__Collected data__
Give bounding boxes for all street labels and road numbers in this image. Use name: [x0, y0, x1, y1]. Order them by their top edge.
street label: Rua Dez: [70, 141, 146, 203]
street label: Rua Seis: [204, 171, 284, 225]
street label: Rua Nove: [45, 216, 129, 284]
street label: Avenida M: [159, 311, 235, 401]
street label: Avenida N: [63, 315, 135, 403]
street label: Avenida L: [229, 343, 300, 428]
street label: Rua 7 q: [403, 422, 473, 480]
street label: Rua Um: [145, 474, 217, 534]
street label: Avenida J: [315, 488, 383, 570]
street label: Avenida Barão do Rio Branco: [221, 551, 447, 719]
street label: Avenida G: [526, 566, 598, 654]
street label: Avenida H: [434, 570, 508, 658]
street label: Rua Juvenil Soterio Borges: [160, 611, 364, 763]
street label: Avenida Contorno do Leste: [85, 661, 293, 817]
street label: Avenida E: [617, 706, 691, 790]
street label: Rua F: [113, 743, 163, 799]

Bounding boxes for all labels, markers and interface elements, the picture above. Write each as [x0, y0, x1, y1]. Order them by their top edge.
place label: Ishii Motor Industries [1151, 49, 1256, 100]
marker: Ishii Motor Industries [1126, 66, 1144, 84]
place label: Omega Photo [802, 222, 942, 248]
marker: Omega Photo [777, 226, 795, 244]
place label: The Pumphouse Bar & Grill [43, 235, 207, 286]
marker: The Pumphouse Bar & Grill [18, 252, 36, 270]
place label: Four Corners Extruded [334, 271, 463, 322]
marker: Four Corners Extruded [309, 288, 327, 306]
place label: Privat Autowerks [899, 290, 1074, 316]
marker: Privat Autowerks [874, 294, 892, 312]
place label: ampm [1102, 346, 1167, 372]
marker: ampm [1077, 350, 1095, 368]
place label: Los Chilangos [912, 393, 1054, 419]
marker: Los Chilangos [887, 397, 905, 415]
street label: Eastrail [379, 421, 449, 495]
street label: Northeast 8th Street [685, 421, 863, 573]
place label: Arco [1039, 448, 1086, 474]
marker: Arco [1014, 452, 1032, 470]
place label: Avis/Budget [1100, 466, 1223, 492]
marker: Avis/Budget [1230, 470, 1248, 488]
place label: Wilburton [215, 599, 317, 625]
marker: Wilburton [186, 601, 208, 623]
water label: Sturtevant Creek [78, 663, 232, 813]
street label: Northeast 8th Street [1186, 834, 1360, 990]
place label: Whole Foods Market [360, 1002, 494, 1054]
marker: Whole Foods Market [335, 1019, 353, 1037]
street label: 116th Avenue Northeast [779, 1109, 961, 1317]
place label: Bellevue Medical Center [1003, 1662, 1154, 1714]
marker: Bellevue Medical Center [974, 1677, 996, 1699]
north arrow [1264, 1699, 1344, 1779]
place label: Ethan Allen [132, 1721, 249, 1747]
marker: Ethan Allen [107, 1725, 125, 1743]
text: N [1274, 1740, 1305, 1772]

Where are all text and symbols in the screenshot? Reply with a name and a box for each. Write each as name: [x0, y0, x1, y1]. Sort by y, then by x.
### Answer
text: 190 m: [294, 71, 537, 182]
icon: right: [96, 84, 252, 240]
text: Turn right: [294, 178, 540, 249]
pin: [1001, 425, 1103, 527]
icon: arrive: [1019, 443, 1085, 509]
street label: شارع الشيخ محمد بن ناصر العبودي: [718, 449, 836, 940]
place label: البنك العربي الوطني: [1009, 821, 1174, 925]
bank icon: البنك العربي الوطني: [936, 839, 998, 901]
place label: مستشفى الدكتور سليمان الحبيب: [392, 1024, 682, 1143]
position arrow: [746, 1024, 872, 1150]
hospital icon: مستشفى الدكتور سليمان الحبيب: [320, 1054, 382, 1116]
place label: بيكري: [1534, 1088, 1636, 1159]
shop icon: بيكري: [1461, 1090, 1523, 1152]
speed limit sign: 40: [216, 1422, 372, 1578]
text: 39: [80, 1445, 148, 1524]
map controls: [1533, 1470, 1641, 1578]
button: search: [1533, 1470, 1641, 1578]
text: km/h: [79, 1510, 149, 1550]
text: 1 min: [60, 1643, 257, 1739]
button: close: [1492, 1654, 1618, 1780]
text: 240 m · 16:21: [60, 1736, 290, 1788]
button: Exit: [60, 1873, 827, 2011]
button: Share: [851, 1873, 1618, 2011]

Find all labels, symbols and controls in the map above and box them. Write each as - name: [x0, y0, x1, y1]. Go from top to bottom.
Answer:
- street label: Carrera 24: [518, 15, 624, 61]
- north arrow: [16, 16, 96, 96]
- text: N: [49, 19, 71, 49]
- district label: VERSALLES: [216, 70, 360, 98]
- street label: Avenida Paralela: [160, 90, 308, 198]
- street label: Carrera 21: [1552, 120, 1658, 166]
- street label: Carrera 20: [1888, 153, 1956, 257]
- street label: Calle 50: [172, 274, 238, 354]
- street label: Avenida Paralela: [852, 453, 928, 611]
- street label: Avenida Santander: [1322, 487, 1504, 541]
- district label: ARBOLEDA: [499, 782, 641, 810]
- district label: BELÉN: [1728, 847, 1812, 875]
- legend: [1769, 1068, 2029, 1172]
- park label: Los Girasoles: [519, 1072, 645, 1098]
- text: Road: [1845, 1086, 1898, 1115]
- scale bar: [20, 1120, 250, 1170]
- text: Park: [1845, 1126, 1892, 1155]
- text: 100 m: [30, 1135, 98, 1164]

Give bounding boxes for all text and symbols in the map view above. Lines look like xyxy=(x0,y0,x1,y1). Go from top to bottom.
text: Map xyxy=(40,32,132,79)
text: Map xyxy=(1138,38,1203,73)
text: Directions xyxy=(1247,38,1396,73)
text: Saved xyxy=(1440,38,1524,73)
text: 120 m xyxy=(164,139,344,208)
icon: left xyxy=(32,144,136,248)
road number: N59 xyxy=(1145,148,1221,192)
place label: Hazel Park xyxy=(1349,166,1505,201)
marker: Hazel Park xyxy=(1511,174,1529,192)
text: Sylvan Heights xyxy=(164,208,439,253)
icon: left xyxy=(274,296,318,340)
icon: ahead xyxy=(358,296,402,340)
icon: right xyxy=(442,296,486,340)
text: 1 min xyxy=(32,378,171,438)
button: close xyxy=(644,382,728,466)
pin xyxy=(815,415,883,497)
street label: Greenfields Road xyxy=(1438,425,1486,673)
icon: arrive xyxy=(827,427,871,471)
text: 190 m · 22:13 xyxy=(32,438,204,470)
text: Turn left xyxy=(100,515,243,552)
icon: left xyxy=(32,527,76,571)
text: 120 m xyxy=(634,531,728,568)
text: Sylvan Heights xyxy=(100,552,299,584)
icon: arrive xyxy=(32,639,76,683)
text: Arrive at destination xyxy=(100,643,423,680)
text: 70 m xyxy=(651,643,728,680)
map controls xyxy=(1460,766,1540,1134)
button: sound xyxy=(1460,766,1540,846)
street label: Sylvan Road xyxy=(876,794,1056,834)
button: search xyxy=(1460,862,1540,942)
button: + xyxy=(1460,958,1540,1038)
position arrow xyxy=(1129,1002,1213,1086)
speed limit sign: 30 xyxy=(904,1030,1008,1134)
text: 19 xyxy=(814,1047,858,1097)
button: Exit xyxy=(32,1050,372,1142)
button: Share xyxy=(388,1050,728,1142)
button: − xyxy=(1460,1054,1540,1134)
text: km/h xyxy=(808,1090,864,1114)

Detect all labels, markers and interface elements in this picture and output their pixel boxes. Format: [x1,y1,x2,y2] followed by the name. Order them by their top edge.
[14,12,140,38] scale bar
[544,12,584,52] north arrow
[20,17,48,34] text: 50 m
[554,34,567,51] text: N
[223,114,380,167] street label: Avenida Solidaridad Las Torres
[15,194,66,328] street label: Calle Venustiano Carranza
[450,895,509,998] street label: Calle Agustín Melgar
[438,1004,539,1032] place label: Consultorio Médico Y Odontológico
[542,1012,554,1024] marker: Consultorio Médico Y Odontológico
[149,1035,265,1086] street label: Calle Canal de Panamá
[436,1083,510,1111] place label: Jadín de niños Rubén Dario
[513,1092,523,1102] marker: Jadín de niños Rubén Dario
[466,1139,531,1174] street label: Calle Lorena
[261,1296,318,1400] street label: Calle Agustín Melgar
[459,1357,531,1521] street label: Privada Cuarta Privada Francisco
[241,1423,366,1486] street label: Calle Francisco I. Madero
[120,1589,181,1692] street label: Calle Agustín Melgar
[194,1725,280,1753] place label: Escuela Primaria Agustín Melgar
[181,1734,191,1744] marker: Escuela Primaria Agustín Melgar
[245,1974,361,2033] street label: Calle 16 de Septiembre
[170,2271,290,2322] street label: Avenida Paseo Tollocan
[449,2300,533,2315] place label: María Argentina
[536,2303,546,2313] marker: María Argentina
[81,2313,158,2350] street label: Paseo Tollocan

__Work request__
Count every line in the data that contains the word "Four", then give that count and nothing else.

__Solution to this exercise__
2